Il libro Guarire la democrazia. Per un nuovo paradigma politico ed economico dell’economista Leonardo Becchetti ha aperto le danze il 6 maggio. A dialogare con lui voci autorevoli come il politologo Marc Lazar, il direttore scientifico dell’ASviS Enrico Giovannini e l’attivista, nonché coordinatrice dei Gruppi di lavoro ASviS sui Goal 16 e 17 (pace e cooperazione internazionale) dell’Agenda 2030, Diva Ricevuto. I relatori hanno riflettuto insieme sul significato profondo della democrazia e sulle sfide cruciali del nostro tempo: crisi climatica, disuguaglianze crescenti, impatto dei social media, nuove tecnologie e transizione ecologica.
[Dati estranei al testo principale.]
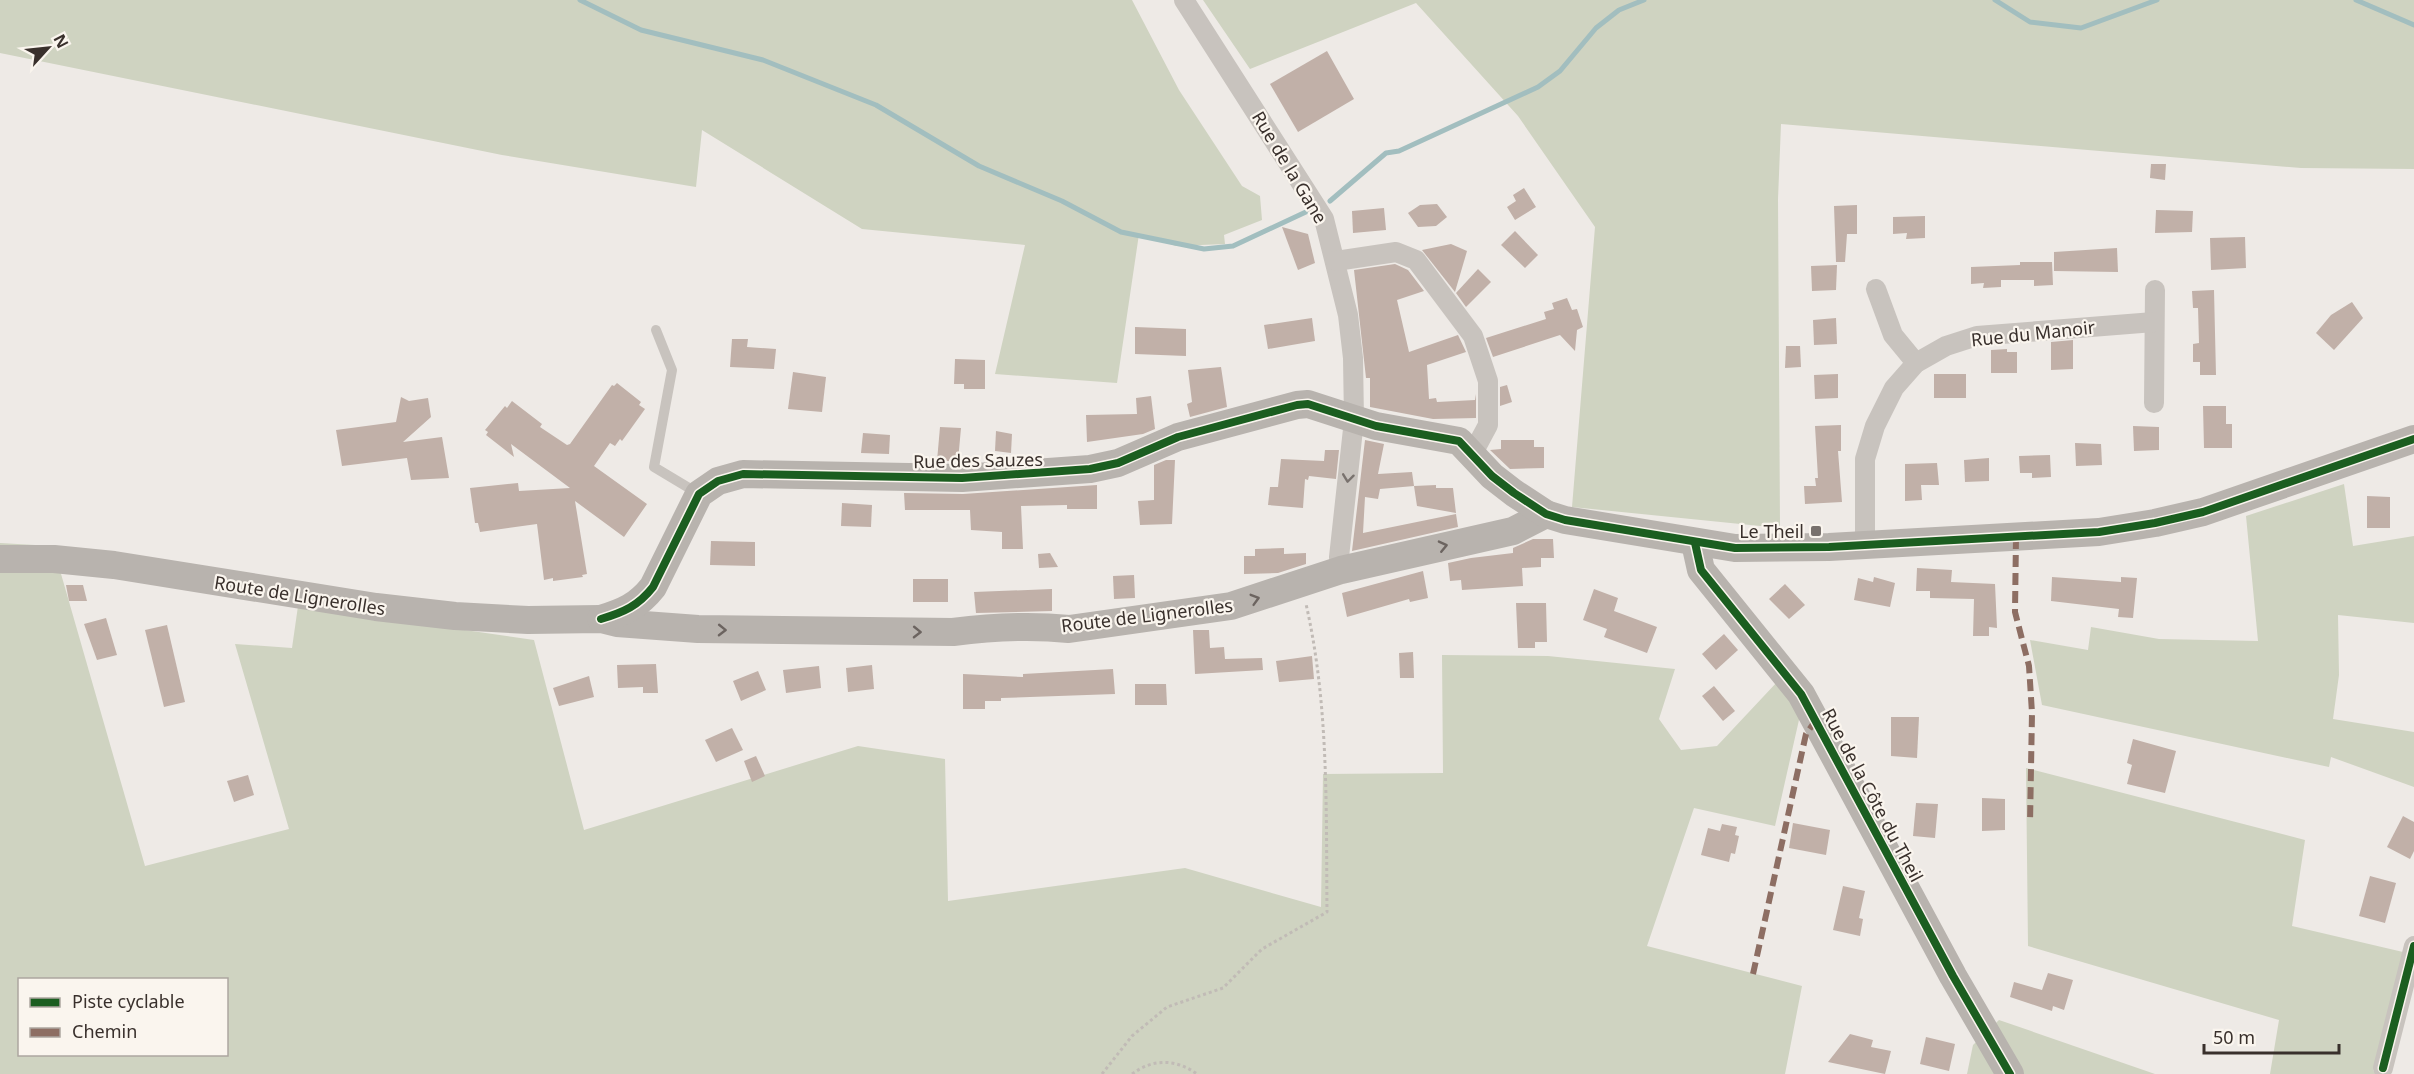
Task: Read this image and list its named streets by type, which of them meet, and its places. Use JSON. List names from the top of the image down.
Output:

Per illustrare il volume, Becchetti ha presentato il “paradigma del medico sociale”, diagnosticando i mali della democrazia: la perdita di coesione sociale alimentata dalla globalizzazione, dalle disuguaglianze e dall’intelligenza artificiale, l’ascesa del complottismo e del populismo, e il ruolo negativo dei social media, progettati per massimizzare il profitto attraverso la polarizzazione. Richiamando le parole di Papa Francesco – che nell’Enciclica Fratelli tutti ricordava gli effetti nocivi della perdita del concetto di fraternità – Becchetti ha affermato: “Siamo progressivamente tornati alla guerra primitiva delle risorse. Oggi dobbiamo riscoprire la capacità di relazionarci e superare gli approcci solo economicisti: l’uomo è un cercatore di senso. Serve rimettere al centro la qualità della vita di relazione per superare questi mali”. Lo ha seguito nella discussione Enrico Giovannini, che ha offerto un’analisi storica e politica, partendo da un esempio: “Negli anni ’30, negli Stati Uniti, il New Deal promosso da Roosevelt diede una risposta forte ai problemi delle persone, scongiurando un’onda populista e antidemocratica che aveva raccolto in poco tempo oltre mezzo milione di consensi. La democrazia nasce per proteggere i diritti dei cittadini in un contesto di paure diffuse, ma oggi è chiamata a reggere pressioni enormi, tra cui migrazioni, crisi economiche e instabilità geopolitica. Quando la paura è superiore alla soglia di tenuta, le istituzioni democratiche vacillano”, ha spiegato Giovannini, sottolineando l’urgenza di politiche in grado di rassicurare, includere e ispirare la popolazione.  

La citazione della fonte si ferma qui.